The chief thing your blogmeister noticed about this particular Arliss film is that Mr. A heads an ensemble cast rather than carrying the entire story on his back as he had with so many of his earlier films. He had little to say in his memoirs about making Dr. SYN other than noting that the story took place in his beloved Kent. He said it had no “plus value,” that is, an element that people would think about after the movie was over. Mr. A singled out for praise the director, Roy William Neill, who would later work in Hollywood directing a number of the Sherlock Holmes films starring Basil Rathbone and Nigel Bruce. Mr. A also praised producer Edward Black much more enthusiastically than the faint praise he gave Michael Balcon, the producer of his previous four UK films.

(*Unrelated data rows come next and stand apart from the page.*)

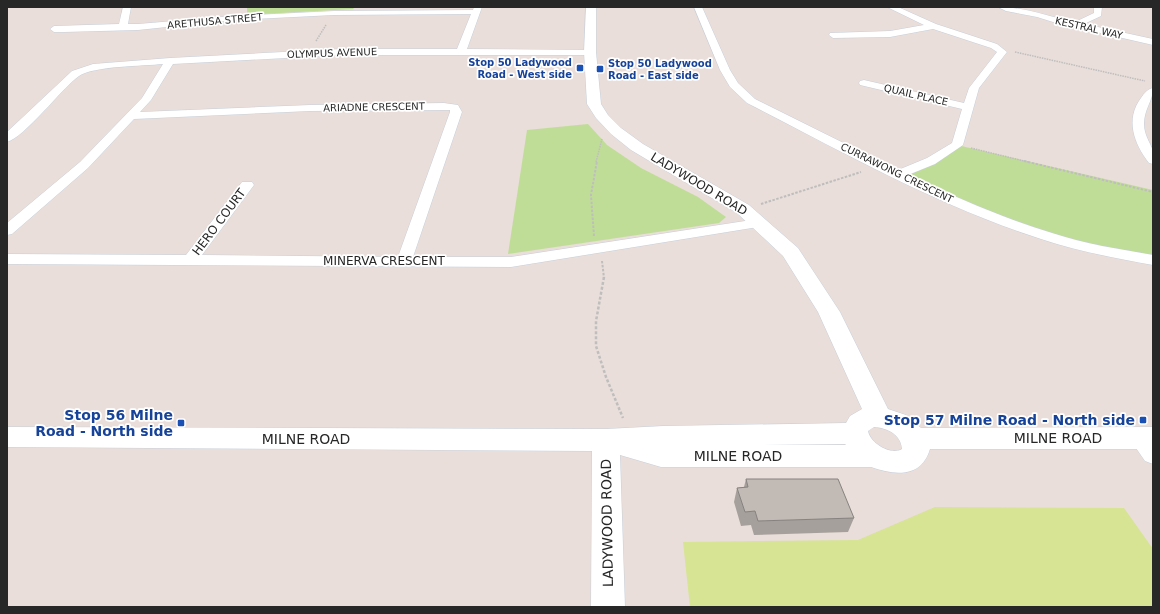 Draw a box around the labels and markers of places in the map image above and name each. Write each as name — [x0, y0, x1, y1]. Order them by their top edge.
place label: Stop 50 Ladywood Road - West side — [468, 57, 572, 80]
place label: Stop 50 Ladywood Road - East side — [608, 58, 712, 81]
marker: Stop 50 Ladywood Road - West side — [575, 63, 585, 73]
marker: Stop 50 Ladywood Road - East side — [595, 64, 605, 74]
place label: Stop 56 Milne Road - North side — [35, 407, 173, 439]
place label: Stop 57 Milne Road - North side — [884, 412, 1135, 428]
marker: Stop 57 Milne Road - North side — [1138, 415, 1148, 425]
marker: Stop 56 Milne Road - North side — [176, 418, 186, 428] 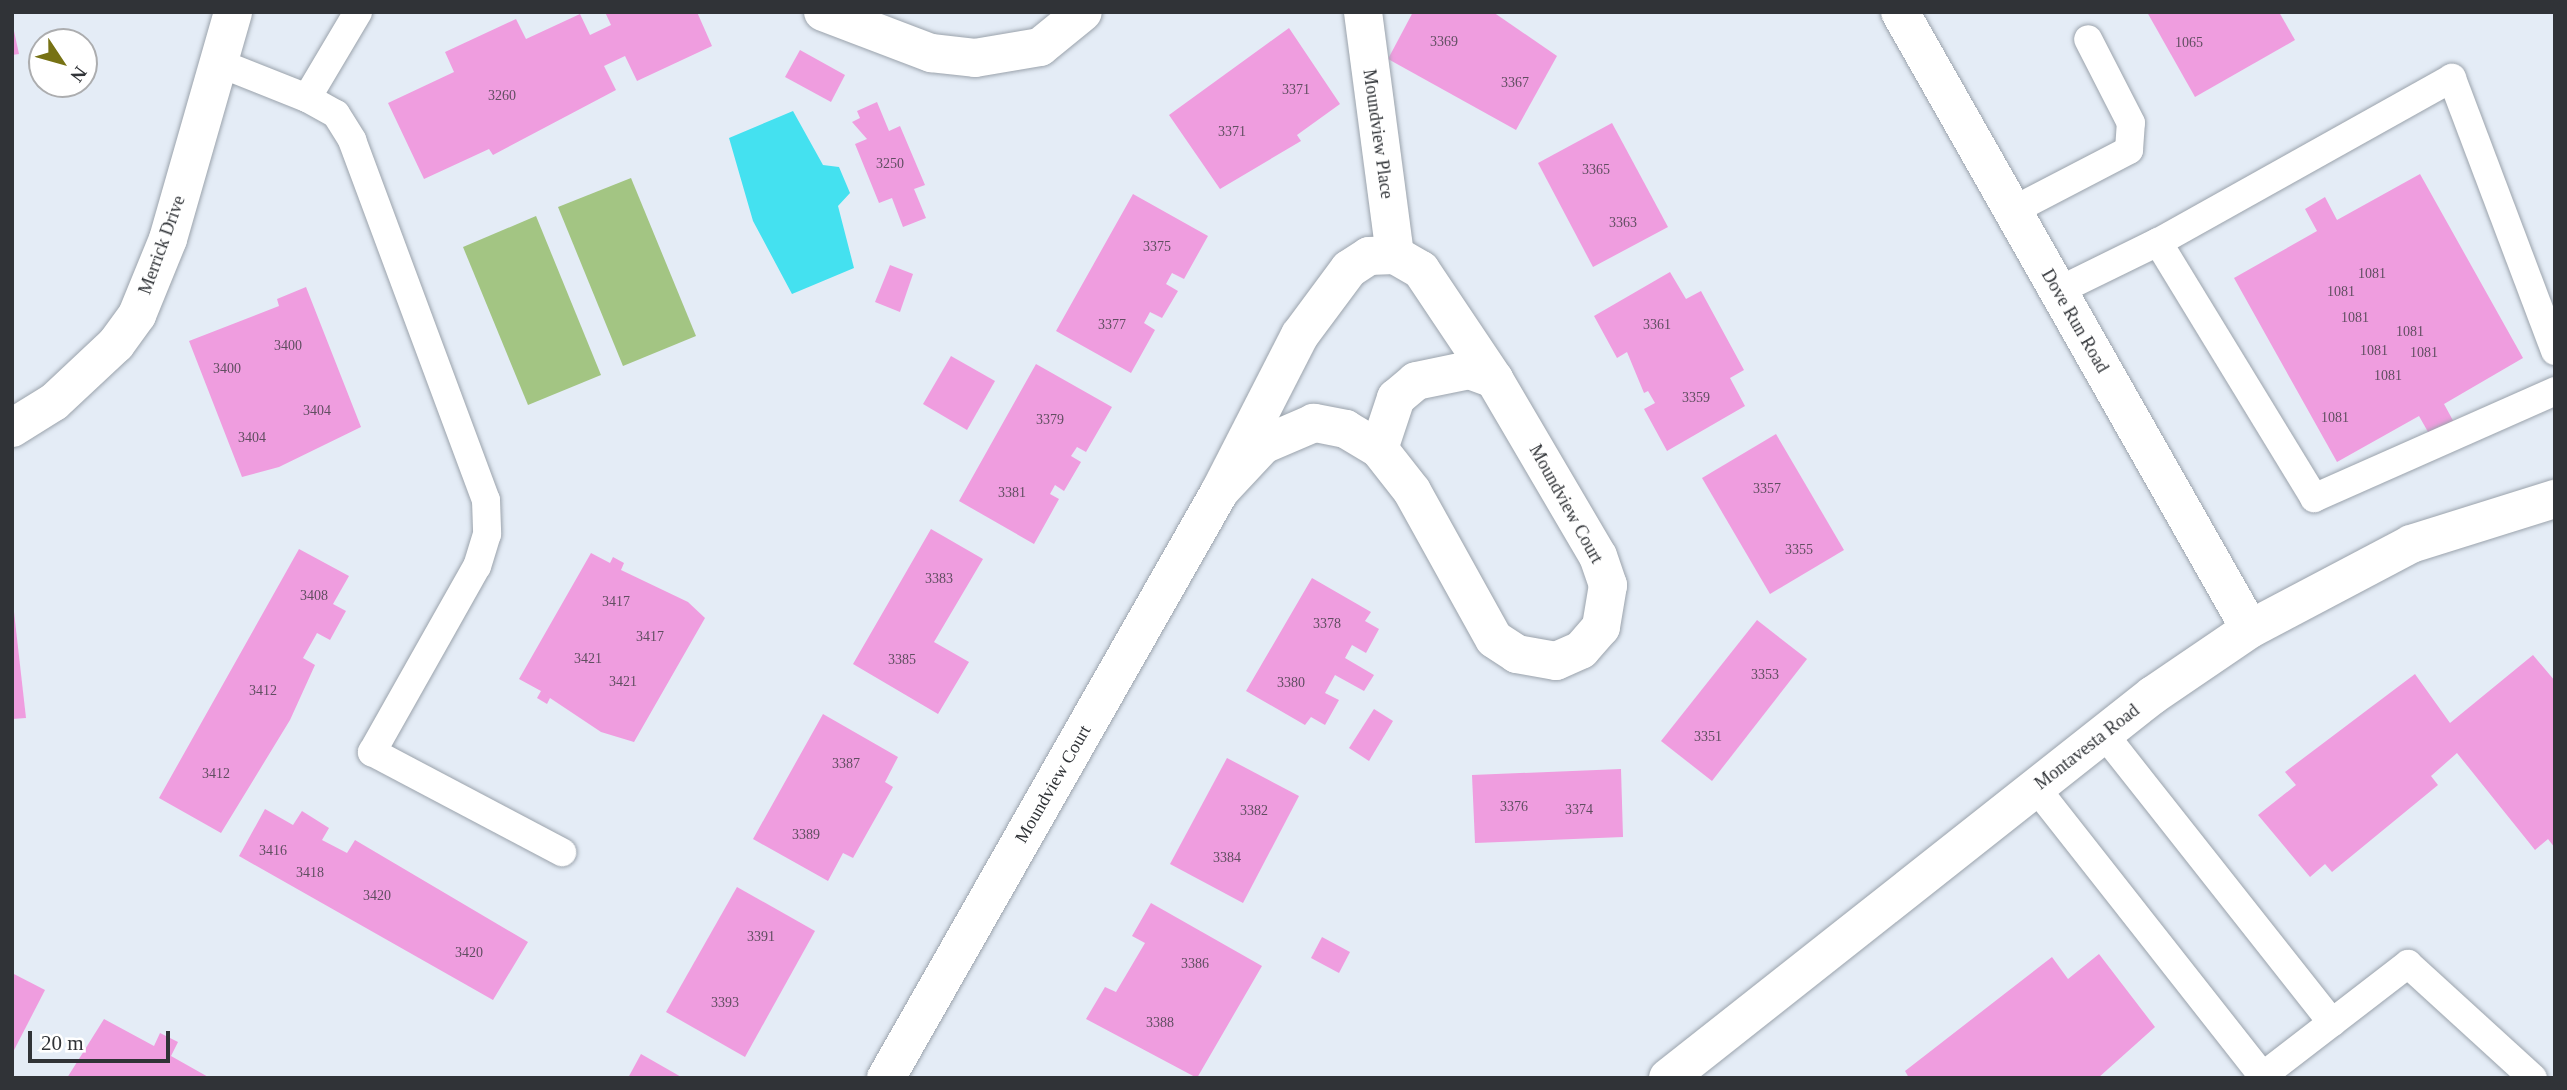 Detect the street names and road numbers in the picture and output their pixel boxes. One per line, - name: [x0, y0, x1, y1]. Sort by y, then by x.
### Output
- street label: Moundview Place: [1358, 68, 1398, 200]
- street label: Merrick Drive: [134, 193, 190, 297]
- street label: Dove Run Road: [2037, 265, 2113, 377]
- street label: Moundview Court: [1524, 441, 1608, 567]
- street label: Montavesta Road: [2031, 700, 2143, 794]
- street label: Moundview Court: [1011, 721, 1095, 847] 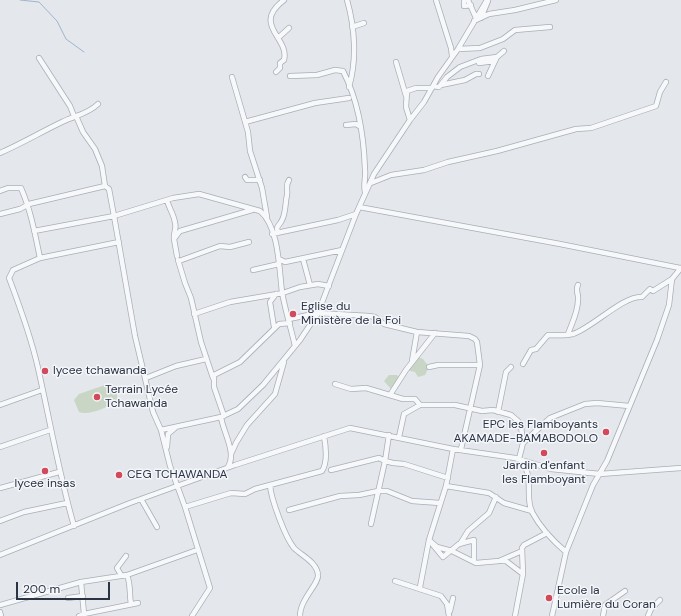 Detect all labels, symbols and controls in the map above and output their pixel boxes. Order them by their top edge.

The London premiere of DR. SYN was graced by no less a person than Queen Mary herself. Margaret Lockwood recalled in her memoirs how nervous she was as she was waited for Her Royal Majesty with co-stars Mr. A and John Loder.
George Arliss made a grand total of eighteen sound feature films from 1929 to 1937, an enormous output (plus an elusive short UK film he made in 1931 where he recites Disraeli’s speeches), and another six silent films from 1921 to 1924. Whereas Mr. A’s hit plays ran between two and five years, his most successful films would run in movie theaters for only a week or two. Had Mr. A’s movies ran on the average as long as his plays before he appeared in a new one, it would have taken him over forty years to complete his eighteen films!
Great pictures!!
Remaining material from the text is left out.